**TASK DATA**
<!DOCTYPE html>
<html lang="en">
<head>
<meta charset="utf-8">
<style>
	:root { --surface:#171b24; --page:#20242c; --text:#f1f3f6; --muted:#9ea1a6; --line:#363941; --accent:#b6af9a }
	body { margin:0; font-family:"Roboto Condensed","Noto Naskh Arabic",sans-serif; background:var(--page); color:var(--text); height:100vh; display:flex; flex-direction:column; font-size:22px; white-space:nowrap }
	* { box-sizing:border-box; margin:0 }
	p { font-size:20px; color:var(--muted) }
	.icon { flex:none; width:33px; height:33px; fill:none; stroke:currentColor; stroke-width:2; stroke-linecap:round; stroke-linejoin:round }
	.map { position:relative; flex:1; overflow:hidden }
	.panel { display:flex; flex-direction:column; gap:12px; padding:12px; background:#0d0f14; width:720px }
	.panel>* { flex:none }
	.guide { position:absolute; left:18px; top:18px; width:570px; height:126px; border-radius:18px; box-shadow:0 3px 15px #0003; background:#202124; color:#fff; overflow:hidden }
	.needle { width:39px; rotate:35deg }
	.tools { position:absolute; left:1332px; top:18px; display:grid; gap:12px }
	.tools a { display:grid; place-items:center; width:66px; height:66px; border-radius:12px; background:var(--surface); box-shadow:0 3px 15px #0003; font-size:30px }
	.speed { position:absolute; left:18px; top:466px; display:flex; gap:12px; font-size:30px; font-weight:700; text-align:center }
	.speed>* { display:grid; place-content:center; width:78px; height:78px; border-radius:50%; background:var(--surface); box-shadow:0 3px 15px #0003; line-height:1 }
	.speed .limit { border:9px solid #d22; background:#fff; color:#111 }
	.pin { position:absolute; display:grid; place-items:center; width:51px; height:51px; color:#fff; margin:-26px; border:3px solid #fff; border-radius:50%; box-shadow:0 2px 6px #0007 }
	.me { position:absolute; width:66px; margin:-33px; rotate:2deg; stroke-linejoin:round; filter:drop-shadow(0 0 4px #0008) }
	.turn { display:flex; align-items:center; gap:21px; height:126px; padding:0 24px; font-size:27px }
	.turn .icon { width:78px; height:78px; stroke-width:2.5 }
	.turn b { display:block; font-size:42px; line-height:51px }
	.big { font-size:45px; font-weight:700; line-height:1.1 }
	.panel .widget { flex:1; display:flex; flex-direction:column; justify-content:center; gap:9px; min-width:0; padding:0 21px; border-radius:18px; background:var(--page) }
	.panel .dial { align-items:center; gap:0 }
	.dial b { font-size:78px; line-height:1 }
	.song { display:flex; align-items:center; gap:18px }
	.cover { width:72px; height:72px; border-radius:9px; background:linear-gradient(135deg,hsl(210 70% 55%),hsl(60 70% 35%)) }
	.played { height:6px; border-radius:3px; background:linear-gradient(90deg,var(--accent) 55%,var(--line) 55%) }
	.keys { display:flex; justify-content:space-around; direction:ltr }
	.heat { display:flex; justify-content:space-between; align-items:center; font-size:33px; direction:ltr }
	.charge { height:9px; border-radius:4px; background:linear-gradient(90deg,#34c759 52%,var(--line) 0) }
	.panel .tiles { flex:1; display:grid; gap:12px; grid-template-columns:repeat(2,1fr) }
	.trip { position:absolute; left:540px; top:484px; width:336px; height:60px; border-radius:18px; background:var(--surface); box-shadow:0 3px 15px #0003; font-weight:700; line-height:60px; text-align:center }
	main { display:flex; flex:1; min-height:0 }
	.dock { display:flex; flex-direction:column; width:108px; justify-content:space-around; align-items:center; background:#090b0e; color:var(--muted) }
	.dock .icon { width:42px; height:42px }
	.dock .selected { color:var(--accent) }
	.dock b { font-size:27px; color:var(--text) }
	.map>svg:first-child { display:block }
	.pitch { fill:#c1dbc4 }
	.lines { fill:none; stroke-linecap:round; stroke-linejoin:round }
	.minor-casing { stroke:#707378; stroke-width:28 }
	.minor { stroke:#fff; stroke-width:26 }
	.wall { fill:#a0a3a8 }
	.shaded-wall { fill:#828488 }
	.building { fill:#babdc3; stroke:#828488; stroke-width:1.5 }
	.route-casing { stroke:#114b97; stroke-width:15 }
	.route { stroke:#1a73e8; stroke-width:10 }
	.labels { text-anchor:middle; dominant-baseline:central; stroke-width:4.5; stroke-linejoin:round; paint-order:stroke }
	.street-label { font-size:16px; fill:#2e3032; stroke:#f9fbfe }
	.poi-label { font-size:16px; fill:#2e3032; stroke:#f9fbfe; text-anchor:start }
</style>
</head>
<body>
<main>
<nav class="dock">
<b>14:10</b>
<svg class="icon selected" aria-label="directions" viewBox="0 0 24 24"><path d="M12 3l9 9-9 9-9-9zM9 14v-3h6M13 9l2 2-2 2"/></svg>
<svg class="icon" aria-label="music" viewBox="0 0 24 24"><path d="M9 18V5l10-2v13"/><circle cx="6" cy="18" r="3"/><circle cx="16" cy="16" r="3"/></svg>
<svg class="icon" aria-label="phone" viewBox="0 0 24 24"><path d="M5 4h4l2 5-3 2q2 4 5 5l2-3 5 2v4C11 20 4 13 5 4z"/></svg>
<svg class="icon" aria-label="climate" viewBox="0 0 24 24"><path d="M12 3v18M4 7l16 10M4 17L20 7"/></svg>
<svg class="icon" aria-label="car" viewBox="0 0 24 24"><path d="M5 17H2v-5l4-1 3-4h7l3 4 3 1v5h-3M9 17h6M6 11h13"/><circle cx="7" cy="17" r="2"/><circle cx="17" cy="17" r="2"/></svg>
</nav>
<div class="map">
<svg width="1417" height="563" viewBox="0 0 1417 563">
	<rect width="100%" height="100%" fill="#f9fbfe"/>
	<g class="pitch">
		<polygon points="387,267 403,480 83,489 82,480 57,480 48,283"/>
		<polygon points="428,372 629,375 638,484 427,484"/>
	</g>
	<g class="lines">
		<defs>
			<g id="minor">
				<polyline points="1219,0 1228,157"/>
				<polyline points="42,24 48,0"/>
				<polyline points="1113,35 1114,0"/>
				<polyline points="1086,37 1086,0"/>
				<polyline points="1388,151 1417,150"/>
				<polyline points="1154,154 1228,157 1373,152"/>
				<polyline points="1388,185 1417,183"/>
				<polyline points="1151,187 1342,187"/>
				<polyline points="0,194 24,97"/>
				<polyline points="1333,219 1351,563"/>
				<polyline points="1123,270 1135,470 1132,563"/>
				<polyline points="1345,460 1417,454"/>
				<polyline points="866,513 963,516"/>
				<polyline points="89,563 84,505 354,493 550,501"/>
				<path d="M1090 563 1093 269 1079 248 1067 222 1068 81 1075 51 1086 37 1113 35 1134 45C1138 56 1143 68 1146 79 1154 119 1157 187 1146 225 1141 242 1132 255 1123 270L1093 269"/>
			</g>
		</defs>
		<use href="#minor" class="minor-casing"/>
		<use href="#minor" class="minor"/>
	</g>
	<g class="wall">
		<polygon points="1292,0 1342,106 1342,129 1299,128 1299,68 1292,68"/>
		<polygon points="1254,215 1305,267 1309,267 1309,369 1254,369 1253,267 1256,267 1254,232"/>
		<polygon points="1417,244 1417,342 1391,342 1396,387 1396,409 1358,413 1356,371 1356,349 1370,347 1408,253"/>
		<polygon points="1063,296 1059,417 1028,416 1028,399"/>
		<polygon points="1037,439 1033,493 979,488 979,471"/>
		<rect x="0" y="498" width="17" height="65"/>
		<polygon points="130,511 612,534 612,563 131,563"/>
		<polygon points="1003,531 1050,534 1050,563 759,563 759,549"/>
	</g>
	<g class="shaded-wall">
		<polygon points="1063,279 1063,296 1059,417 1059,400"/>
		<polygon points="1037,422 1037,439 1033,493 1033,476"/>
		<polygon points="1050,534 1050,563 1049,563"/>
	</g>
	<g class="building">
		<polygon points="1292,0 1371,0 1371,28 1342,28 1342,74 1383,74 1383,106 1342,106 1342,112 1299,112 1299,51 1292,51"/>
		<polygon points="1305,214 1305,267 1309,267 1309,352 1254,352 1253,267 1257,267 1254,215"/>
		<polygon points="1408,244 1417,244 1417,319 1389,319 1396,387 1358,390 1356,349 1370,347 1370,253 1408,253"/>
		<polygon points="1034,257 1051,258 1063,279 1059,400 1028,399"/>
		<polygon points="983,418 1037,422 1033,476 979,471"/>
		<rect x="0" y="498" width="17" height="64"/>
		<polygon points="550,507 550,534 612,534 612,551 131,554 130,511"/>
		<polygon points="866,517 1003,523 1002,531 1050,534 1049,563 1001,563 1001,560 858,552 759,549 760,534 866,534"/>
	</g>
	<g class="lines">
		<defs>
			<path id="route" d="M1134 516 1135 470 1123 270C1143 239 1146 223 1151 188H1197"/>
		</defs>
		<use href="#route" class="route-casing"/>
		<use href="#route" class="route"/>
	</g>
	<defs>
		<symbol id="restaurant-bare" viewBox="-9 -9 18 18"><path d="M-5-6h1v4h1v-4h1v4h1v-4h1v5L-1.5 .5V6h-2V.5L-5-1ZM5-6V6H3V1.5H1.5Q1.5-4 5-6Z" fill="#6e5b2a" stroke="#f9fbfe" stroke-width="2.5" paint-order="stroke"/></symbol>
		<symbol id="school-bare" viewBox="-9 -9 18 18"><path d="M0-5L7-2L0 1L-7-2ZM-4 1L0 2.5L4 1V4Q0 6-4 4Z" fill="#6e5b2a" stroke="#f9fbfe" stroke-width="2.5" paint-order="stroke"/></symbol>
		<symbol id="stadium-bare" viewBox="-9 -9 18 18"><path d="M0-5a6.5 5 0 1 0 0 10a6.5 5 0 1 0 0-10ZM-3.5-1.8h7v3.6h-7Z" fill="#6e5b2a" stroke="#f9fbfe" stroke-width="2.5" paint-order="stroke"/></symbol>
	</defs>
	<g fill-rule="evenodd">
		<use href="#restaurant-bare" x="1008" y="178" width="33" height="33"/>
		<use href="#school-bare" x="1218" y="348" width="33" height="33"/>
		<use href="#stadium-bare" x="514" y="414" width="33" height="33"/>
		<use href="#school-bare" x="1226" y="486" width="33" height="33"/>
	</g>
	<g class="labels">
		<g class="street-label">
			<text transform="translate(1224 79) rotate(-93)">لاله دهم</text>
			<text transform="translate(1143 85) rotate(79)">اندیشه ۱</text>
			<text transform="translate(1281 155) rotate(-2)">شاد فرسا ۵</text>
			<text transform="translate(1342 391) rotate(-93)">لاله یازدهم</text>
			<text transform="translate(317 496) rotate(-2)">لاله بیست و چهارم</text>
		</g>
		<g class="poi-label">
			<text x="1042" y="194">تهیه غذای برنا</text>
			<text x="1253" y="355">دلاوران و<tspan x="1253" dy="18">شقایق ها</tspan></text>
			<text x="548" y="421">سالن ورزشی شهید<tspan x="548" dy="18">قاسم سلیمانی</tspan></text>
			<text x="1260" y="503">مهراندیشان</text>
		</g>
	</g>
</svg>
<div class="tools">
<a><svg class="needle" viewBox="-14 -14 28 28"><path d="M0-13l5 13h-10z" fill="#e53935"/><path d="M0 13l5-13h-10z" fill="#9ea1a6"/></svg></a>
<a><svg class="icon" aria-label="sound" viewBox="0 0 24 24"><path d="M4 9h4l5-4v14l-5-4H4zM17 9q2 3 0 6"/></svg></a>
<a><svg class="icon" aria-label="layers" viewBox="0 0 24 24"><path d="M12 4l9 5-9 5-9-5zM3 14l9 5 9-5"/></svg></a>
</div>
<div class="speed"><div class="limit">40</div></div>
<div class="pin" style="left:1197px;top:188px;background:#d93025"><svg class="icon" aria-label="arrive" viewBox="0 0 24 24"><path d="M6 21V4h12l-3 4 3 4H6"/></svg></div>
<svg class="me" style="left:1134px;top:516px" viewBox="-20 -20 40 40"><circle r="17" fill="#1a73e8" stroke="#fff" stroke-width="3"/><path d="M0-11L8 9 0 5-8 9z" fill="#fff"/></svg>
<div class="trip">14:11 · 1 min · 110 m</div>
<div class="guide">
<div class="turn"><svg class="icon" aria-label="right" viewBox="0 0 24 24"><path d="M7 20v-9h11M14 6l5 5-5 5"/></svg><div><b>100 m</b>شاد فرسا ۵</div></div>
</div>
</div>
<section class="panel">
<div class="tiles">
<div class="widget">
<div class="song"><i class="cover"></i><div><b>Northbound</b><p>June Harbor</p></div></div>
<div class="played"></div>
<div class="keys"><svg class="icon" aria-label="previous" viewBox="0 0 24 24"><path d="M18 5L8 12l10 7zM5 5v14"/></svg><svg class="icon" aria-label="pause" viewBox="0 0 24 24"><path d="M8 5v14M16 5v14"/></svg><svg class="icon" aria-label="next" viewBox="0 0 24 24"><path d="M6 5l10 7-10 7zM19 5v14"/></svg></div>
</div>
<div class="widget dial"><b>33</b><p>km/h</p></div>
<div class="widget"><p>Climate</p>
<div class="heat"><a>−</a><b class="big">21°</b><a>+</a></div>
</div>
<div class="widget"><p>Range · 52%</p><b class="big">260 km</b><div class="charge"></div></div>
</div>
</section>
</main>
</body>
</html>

**WORK REQUEST**
Your reply should consist of one number: how many lines in the entries contain the string "place".

**TASK RESPONSE**
3